Strengthening the policy for preventing mother to child transmission of HBV in Lao PDR is needed to reach the objective of reducing the prevalence of HBsAg carriage below 1% in children aged less than 5 years. We gave examples from rural and semi-urban settings in 5 different provinces that sub-optimal coverage of the HBV vaccine birth dose since its introduction in 2003 threatens the possibility of achieving this objective. Our study suggests some major shortcomings of the outreach programme including low vaccination coverage but also problems with vaccine responses and/or flawed vaccination cards. Another obstacle to this important public health intervention is that the majority of children are born at home largely without medical attention indicating that the “dose at birth” is probably given too late or not at all in particular in remote rural areas. We also highlight that even in areas best-supported by the health system, exposure to HBV among unvaccinated individuals occurs during secondary school and continues throughout adulthood.

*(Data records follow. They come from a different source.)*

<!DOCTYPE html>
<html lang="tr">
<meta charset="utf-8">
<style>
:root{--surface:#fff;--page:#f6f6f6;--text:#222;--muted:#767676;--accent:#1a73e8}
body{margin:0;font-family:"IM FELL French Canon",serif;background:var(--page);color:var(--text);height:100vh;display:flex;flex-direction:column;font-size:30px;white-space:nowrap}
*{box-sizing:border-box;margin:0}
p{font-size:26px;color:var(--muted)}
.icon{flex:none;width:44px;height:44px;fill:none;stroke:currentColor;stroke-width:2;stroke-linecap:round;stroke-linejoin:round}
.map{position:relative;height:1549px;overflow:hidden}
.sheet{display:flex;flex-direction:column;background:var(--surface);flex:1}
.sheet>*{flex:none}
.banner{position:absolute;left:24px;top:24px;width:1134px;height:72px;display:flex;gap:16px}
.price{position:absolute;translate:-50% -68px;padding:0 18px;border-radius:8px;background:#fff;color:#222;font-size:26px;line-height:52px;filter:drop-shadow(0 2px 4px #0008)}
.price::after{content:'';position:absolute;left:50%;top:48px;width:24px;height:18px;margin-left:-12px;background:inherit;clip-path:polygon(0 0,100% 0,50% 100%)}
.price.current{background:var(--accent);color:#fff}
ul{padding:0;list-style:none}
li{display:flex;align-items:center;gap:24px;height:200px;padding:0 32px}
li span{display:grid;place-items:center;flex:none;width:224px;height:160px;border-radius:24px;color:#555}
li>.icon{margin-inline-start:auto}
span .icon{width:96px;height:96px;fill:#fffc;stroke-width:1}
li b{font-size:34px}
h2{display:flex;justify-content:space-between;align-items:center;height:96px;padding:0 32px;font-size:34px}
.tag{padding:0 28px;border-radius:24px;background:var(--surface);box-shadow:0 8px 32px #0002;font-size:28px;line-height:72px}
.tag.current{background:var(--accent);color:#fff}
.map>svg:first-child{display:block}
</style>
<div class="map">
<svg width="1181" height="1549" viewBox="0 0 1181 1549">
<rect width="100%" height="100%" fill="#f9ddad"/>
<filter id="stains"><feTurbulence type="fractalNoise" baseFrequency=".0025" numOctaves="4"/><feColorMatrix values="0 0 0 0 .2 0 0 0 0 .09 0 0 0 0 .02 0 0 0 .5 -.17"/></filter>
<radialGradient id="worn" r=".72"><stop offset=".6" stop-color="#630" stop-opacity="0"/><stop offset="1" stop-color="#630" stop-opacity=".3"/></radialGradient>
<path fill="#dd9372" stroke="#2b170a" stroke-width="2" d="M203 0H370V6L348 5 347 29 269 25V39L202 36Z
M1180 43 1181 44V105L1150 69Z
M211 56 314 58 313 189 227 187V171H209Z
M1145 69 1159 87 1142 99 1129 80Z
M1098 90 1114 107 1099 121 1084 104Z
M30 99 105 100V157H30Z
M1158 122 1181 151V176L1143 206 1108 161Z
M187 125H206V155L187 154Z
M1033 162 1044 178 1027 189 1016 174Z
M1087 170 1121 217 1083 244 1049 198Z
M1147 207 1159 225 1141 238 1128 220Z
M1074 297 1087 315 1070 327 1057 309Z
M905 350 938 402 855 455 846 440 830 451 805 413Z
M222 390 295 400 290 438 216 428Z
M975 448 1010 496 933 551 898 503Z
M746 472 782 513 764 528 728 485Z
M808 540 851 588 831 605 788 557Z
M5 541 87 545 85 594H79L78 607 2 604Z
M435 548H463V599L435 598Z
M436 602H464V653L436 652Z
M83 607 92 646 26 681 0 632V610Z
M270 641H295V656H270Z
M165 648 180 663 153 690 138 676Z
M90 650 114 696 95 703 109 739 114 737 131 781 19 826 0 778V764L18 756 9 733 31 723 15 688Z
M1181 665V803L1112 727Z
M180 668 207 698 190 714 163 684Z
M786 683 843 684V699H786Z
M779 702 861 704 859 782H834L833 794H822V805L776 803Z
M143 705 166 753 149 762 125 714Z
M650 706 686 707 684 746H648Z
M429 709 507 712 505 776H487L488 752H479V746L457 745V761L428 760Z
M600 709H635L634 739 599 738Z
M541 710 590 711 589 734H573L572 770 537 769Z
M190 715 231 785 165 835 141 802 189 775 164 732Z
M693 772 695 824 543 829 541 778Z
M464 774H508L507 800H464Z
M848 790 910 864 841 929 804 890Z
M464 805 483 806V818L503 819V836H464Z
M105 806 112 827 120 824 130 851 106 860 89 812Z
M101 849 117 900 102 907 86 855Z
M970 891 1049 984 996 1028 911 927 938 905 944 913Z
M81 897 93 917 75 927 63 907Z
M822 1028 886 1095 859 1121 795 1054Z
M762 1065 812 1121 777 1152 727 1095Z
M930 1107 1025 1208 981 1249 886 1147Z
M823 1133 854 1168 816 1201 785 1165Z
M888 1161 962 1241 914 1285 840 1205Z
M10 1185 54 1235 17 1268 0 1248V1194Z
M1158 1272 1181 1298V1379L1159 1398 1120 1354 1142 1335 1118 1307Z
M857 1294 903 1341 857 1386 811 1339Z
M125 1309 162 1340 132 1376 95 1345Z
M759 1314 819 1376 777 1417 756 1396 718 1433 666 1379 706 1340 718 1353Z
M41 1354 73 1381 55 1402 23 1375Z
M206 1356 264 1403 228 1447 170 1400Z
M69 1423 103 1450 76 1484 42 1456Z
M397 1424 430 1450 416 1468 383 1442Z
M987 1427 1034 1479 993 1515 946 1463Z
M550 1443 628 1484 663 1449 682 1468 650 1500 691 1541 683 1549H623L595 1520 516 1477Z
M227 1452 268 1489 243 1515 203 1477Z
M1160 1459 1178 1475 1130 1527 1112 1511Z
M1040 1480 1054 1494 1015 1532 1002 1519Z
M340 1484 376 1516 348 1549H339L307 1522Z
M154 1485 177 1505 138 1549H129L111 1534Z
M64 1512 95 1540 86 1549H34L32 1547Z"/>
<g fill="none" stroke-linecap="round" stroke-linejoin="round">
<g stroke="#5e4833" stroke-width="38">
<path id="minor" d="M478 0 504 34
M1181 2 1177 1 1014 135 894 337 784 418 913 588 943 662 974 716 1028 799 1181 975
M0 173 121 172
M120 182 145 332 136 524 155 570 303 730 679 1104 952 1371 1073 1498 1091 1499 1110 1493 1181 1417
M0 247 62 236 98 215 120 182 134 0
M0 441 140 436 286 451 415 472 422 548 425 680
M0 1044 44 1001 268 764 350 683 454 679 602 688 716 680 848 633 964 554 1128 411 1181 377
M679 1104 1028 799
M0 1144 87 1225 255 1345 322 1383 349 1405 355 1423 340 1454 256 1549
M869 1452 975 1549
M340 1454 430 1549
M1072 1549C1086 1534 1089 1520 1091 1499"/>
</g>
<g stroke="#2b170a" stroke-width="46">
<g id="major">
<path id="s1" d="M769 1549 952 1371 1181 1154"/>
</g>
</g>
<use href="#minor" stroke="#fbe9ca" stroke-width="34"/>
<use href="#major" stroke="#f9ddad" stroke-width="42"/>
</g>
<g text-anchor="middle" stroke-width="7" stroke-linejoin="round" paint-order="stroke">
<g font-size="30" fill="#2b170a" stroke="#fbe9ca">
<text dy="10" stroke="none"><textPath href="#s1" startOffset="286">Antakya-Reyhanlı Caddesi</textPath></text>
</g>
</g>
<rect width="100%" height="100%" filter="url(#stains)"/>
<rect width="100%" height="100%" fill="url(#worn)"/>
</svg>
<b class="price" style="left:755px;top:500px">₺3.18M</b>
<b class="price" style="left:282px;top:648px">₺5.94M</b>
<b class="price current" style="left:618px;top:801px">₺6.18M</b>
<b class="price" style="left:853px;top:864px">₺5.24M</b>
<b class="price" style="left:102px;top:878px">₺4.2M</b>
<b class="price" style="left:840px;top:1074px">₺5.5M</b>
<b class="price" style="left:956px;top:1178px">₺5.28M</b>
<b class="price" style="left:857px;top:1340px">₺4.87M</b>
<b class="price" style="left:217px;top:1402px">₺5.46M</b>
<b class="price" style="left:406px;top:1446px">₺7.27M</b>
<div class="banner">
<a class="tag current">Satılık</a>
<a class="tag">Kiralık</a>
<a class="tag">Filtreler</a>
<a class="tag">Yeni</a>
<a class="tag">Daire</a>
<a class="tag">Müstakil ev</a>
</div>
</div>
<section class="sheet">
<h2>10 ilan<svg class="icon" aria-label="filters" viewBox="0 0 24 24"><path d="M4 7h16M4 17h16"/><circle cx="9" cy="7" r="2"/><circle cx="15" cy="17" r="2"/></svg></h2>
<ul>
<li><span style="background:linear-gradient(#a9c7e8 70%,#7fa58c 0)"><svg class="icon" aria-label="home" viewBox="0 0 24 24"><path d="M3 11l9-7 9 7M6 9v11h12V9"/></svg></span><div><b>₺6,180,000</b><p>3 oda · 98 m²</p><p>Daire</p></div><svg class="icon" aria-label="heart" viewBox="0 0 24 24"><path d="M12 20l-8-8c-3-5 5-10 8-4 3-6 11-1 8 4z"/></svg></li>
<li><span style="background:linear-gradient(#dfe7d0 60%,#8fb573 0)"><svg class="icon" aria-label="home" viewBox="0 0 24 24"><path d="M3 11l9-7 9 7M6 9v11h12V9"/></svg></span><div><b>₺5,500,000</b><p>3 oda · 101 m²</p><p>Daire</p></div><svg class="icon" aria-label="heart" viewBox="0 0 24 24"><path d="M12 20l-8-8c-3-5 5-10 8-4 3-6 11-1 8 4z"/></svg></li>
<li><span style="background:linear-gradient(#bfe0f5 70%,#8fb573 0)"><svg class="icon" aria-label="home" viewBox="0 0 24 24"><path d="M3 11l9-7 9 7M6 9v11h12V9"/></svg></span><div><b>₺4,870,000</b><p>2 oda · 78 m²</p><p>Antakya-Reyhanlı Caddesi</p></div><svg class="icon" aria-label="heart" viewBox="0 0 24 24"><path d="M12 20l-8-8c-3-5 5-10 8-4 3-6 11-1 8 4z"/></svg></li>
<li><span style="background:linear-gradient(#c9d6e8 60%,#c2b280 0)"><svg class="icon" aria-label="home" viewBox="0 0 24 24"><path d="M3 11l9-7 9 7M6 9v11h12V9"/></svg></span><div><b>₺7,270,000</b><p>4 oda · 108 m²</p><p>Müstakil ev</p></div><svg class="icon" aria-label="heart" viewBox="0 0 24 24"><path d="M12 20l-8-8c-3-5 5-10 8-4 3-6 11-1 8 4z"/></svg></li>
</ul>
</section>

Lao PDR is heterogeneous in terms of vaccination coverage and access to healthcare. For example infants attending health facilities in urban areas have better access to vaccination than children from rural settings who comprise the largest proportion in Lao PDR. Because of geographical and ethnic heterogenicity and non-randomised sampling it is difficult and even not indicated to extrapolate our seroprevalence data to the entire Lao population. Nevertheless, we clearly show that there is a positive impact of HBV vaccine as evidenced by low prevalence of HBsAg in infants and school-children under 10 years i.e. those born after its introduction.

Therefore strengthening hygienic interventions or providing an additional HBV vaccine dose at 10 years of age should be considered. A significant improvement in immunization coverage of children would also require strengthening routine outreach services, by mobile teams, especially in remote areas, paired with a strict management of the cold chain and reliable certification of vaccinations.